Core features:
- 21MB default install vs 80-171MB alternatives
- 33x faster token chunking than popular alternatives
- Supports multiple chunking strategies: token, word, sentence, and semantic
- Works with all major tokenizers (transformers, tokenizers, tiktoken)
- Zero external dependencies for basic functionality
Technical optimizations:
- Uses tiktoken with multi-threading for faster tokenization
- Implements aggressive caching and precomputation
- Running mean pooling for efficient semantic chunking
- Modular dependency system (install only what you need)
Benchmarks and code: https://github.com/bhavnicksm/chonkie
Looking for feedback on the architecture and performance optimizations. What other chunking strategies would be useful for RAG applications?
I've been hoping to find an ultra light-weight chunking library that can do things like very simple regex-based sentence/paragraph/markdown-aware chunking with minimal additional dependencies.
The more complicated stuff is the effective bin-packing problem that emerges depending on how much different contextual sources you have.
[1] https://gist.github.com/LukasKriesch/e75a0132e93ca989f8870c4...
I just removed one sentence at a time from the left until there was a jump in the embedding distance. Then repeated for the right side.
I hope that you will stick with Chonkie for the journey of making the 'perfect' chunking library!
Thanks again!
1) what
Edit: Also, from the same table, it seems that only this library was ran after warming up, while others were not. https://github.com/bhavnicksm/chonkie/blob/main/benchmarks/R...
Algorithmically, there's not much difference in TokenChunking between Chonkie and LangChain or any other TokenChunking algorithm you might want to use. (except Llamaindex, I don't know what mess they made for 33x slower algo)
If you only want TokenChunking (which I do not recommend completely), better than Chonkie or LangChain, just write your own for production :) At least don't install 80MiB packages for TokenChunking, Chonkie is 4x smaller than them.

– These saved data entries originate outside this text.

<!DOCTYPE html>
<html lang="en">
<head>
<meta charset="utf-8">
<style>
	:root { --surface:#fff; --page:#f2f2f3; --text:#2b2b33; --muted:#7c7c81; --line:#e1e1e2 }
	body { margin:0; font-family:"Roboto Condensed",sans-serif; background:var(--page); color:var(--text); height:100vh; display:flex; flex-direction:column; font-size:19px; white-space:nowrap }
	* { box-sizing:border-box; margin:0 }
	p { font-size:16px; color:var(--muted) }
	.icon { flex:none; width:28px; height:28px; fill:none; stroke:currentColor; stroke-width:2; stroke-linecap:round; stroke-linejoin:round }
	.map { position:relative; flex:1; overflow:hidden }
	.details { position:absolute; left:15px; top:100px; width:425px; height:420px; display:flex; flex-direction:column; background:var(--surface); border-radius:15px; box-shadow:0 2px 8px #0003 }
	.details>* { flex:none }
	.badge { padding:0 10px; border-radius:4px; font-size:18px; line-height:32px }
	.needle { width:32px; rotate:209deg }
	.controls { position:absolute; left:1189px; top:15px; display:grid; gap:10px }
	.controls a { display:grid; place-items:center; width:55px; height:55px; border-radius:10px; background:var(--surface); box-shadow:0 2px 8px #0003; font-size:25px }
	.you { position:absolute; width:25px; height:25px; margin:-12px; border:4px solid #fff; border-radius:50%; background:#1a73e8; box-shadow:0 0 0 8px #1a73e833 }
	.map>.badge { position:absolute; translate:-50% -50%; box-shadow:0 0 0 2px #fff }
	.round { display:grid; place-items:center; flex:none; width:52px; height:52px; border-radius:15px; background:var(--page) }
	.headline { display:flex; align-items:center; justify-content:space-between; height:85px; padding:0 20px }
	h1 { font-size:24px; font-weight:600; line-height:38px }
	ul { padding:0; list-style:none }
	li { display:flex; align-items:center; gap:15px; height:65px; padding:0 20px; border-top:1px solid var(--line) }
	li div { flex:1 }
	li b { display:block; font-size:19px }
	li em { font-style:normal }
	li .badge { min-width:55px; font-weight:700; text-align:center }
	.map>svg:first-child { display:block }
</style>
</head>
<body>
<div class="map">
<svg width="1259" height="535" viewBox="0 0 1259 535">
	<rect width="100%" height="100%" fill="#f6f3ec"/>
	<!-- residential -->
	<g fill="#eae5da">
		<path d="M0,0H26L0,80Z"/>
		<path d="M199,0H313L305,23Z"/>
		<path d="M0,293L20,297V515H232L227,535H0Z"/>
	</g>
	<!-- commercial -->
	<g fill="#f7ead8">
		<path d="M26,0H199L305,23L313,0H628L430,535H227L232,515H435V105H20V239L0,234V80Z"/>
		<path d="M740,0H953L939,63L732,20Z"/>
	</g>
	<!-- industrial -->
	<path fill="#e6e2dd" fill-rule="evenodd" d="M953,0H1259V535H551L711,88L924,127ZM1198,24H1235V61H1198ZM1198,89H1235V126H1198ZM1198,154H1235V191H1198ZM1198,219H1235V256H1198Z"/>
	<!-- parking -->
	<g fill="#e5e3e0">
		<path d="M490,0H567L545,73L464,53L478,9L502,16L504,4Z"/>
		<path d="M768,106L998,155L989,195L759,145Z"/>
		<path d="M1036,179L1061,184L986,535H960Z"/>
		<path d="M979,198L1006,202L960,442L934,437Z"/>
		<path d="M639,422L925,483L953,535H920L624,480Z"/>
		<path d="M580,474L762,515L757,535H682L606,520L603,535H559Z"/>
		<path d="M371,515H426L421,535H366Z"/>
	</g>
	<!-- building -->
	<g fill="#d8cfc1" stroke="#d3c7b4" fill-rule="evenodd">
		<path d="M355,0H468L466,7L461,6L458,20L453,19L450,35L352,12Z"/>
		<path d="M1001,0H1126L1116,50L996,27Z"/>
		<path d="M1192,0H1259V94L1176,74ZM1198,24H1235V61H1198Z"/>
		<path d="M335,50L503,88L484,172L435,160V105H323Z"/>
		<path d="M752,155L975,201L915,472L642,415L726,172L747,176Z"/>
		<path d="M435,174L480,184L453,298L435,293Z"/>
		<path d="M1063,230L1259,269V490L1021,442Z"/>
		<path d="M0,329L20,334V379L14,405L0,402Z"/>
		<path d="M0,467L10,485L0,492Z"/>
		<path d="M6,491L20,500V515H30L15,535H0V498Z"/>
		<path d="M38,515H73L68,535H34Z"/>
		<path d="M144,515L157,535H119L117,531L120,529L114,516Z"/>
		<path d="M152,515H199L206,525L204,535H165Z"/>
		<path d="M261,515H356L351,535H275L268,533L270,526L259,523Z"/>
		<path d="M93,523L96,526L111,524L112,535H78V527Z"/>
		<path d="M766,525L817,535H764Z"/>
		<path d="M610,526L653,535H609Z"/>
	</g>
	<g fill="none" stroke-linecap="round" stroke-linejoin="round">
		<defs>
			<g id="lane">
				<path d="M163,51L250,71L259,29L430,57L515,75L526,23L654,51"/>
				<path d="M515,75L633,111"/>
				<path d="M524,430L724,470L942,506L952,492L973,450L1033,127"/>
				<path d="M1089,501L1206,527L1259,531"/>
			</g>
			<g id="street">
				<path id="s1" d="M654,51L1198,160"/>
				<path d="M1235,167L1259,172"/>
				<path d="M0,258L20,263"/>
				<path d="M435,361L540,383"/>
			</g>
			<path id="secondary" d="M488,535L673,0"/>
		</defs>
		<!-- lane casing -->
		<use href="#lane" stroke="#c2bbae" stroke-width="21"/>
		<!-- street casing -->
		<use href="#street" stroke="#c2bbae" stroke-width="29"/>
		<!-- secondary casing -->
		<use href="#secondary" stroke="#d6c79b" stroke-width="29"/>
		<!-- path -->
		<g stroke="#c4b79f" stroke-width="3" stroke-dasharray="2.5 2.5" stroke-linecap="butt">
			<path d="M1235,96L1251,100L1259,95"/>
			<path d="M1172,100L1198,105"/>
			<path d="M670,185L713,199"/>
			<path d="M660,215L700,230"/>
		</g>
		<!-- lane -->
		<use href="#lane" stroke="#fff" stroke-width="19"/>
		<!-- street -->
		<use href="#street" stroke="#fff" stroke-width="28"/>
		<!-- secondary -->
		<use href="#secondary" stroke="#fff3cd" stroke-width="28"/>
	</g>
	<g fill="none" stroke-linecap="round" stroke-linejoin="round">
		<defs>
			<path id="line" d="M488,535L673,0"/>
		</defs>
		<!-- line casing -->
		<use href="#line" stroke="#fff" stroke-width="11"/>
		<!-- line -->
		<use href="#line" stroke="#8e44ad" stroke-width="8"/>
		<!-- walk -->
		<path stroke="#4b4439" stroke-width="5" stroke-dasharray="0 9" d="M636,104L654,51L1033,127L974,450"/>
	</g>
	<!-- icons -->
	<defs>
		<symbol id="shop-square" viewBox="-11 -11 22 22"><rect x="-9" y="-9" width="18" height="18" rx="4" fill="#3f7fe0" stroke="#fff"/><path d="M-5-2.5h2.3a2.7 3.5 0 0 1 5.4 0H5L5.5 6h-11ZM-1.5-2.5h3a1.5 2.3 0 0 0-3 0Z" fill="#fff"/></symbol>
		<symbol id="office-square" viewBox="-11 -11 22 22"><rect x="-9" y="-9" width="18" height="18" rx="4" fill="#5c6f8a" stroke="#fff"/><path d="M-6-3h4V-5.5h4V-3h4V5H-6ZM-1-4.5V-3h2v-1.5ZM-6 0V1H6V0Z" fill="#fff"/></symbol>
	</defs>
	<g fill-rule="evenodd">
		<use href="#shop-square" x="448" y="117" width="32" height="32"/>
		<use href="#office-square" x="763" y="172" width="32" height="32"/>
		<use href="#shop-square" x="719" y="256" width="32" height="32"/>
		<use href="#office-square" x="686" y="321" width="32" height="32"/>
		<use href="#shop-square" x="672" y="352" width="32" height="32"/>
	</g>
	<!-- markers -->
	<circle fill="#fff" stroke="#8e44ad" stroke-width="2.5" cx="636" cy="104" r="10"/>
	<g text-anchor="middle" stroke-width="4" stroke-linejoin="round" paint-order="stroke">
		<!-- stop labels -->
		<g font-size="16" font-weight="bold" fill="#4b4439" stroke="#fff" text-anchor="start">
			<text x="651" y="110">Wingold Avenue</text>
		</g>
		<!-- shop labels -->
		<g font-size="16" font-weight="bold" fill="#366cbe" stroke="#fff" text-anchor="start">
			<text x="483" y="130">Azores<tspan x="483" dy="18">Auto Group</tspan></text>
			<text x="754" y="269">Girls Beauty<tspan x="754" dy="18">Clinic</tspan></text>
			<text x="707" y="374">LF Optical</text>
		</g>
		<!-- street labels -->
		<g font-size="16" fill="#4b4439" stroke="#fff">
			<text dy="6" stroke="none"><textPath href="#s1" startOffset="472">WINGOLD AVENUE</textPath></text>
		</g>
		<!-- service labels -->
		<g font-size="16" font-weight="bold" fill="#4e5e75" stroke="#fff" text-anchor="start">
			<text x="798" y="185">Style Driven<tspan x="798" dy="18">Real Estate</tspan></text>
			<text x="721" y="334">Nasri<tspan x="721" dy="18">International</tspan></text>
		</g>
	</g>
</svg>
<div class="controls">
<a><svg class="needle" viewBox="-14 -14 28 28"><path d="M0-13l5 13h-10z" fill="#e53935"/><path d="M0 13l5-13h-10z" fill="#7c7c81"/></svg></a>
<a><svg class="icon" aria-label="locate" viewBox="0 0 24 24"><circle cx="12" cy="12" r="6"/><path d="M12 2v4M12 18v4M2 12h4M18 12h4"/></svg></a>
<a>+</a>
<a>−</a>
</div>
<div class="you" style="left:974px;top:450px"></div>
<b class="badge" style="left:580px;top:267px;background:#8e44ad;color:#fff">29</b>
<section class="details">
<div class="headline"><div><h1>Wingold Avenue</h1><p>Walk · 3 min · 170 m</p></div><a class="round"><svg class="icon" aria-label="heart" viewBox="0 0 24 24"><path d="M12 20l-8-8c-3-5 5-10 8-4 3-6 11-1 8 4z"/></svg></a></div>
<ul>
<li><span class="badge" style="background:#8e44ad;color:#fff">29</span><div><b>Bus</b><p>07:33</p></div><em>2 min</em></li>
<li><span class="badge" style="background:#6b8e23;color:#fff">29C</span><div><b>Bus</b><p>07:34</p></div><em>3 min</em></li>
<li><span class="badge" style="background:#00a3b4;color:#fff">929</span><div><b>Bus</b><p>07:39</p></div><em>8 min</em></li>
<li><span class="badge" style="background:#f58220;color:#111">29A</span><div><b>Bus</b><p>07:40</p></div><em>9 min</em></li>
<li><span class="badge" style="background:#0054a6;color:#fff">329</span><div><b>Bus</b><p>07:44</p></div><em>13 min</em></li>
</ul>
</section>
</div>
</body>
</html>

That's just my honest response... And these benchmarks are just the beginning, future optimizations on SemanticChunking which would increase the speed-up from the current 2nd (2.5x right now) to even higher.
I’m using o1-preview for chunking, creating summary subdocuments.
Thanks for responding, I'll try to make it easier to use something like that in Chonkie in the future!
Chunking is easily where all of these problems die beyond PoC scale.
I’ve talked to multiple code generation companies in the past week — most are stuck with BM25 and taking in whole files.
But, it's on the roadmap, so please hold on!
I have a particular max token length in mind, and I have a tokenizer like tiktoken. I have a string and I want to quickly find the maximum length truncation of the string that is <= target max token length.
Does chonkie handle this?
Is that what you meant?
Given a list sentences, find the largest in order group of sentences which fit into a max token length such that the sentences contain a natural coherence.
In my case I used a fuzzy token limit and the chunker would choose a smaller group of sentences that fit into a single paragraph or a single common structure instead of cramming every possible sentence until it ran out of room. It would do the same going over the limit if it would be beneficial to do so.
A simple example would be having an alphabetized set and instead of making one chunk A items through part of B items it would end at A items with tokens to spare, or if it were only an extra 10% it would finish the B items. Most of the time it just decided to use paragraphs to end chunks instead of continuing into the middle of the next one.
edit: Get some Moo Deng jokes in the docs!
Memory footprint of the chunking itself would vary widely based on the dataset, and it's not something we tested on... usually other providers don't test it either, as long as it doesn't bust up the computer/server.
If saving memory during runtime is important for your application, let me know! I'd run some benchmarks for it...
Thanks!
Think of it as if ChatGPT (or other models) didn't just have the embedded unstructured knowledge in their weights from learning, but also an extra DB on the side with specific structured knowledge that it can lookup on the fly.
The Benchmark numbers are massaged to look really impressive but upon scrutiny the improvements are at most <1.86x compared to the leading product LangChain in a further page describing the measurements. It claims to beat it on all aspects but where it gets close, the author's library uses a warmed up version so the numbers are not comparable. The author acknowledged this but didn't change the methodology to provide a direct comparison.
The author is Bhavnick S. Minhas, an early career ML engineer with both research and industry experience and very prolific with his GitHub contributions.